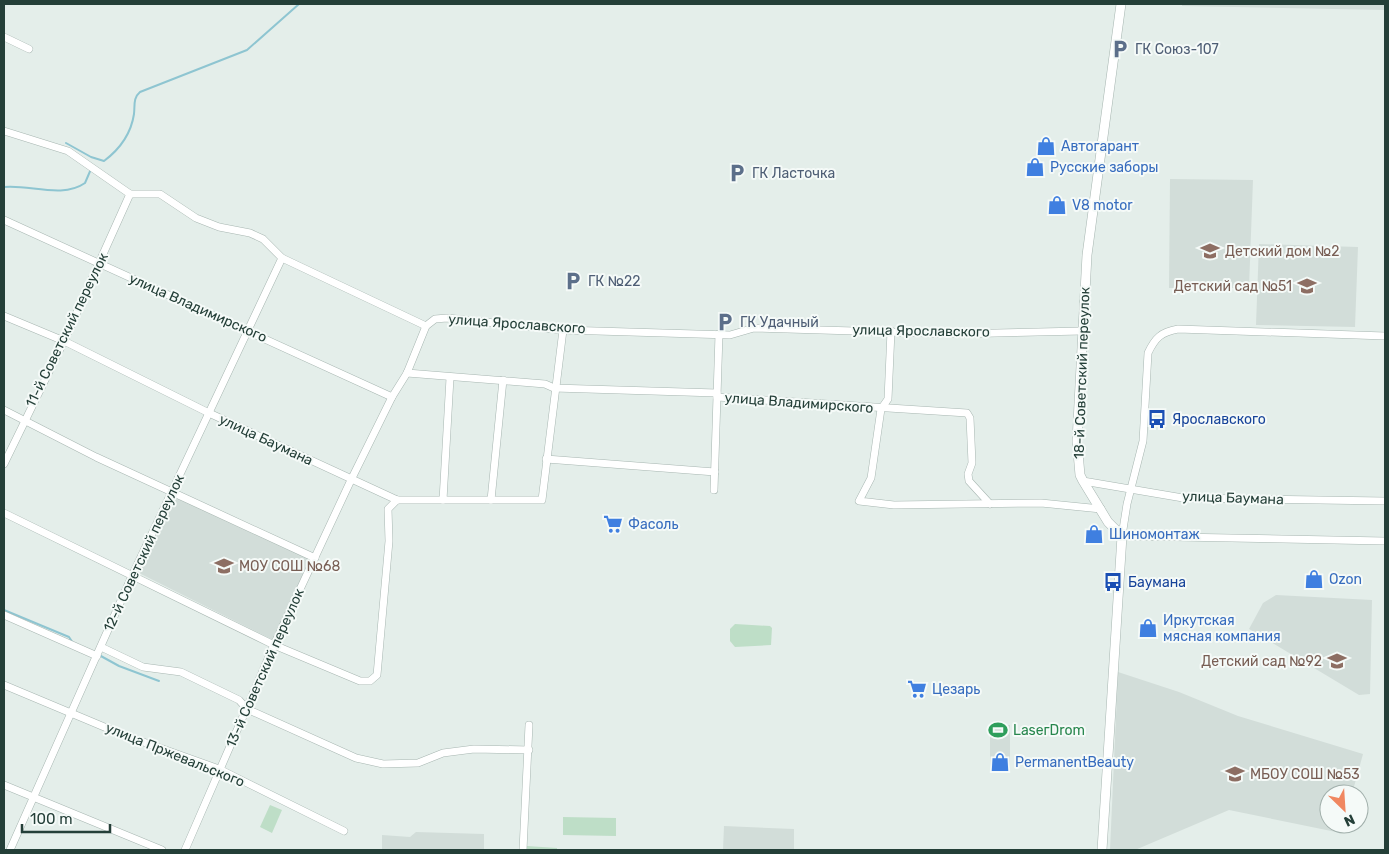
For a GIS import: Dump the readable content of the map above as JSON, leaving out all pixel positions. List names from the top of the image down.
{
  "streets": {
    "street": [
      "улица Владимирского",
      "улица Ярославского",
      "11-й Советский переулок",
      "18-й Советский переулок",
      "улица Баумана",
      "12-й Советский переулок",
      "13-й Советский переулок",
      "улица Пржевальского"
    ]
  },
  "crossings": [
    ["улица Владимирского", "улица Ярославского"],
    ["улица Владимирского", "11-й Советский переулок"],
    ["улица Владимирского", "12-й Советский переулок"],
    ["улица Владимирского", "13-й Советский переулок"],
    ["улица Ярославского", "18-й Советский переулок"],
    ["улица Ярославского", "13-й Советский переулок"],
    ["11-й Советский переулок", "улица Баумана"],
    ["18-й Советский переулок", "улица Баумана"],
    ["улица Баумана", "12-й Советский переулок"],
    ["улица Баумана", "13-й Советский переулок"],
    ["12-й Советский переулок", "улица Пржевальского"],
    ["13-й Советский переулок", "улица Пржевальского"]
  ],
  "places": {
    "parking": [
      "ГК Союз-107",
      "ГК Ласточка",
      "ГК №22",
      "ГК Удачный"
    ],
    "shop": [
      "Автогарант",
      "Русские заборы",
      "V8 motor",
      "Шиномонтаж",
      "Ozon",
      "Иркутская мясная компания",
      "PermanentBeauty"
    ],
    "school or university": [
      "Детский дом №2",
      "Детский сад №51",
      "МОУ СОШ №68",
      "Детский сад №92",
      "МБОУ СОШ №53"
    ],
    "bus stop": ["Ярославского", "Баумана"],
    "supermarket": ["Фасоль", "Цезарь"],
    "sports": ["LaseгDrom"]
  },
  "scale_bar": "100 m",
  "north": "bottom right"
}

TASK ITEM => From the first line to the last, return the material above exactly, apart from the pictures.

SOLUTION =>
For a GIS import: Dump the readable content of the map above as JSON, leaving out all pixel positions. List names from the top of the image down.
{
  "streets": {
    "street": [
      "улица Владимирского",
      "улица Ярославского",
      "11-й Советский переулок",
      "18-й Советский переулок",
      "улица Баумана",
      "12-й Советский переулок",
      "13-й Советский переулок",
      "улица Пржевальского"
    ]
  },
  "crossings": [
    ["улица Владимирского", "улица Ярославского"],
    ["улица Владимирского", "11-й Советский переулок"],
    ["улица Владимирского", "12-й Советский переулок"],
    ["улица Владимирского", "13-й Советский переулок"],
    ["улица Ярославского", "18-й Советский переулок"],
    ["улица Ярославского", "13-й Советский переулок"],
    ["11-й Советский переулок", "улица Баумана"],
    ["18-й Советский переулок", "улица Баумана"],
    ["улица Баумана", "12-й Советский переулок"],
    ["улица Баумана", "13-й Советский переулок"],
    ["12-й Советский переулок", "улица Пржевальского"],
    ["13-й Советский переулок", "улица Пржевальского"]
  ],
  "places": {
    "parking": [
      "ГК Союз-107",
      "ГК Ласточка",
      "ГК №22",
      "ГК Удачный"
    ],
    "shop": [
      "Автогарант",
      "Русские заборы",
      "V8 motor",
      "Шиномонтаж",
      "Ozon",
      "Иркутская мясная компания",
      "PermanentBeauty"
    ],
    "school or university": [
      "Детский дом №2",
      "Детский сад №51",
      "МОУ СОШ №68",
      "Детский сад №92",
      "МБОУ СОШ №53"
    ],
    "bus stop": ["Ярославского", "Баумана"],
    "supermarket": ["Фасоль", "Цезарь"],
    "sports": ["LaseгDrom"]
  },
  "scale_bar": "100 m",
  "north": "bottom right"
}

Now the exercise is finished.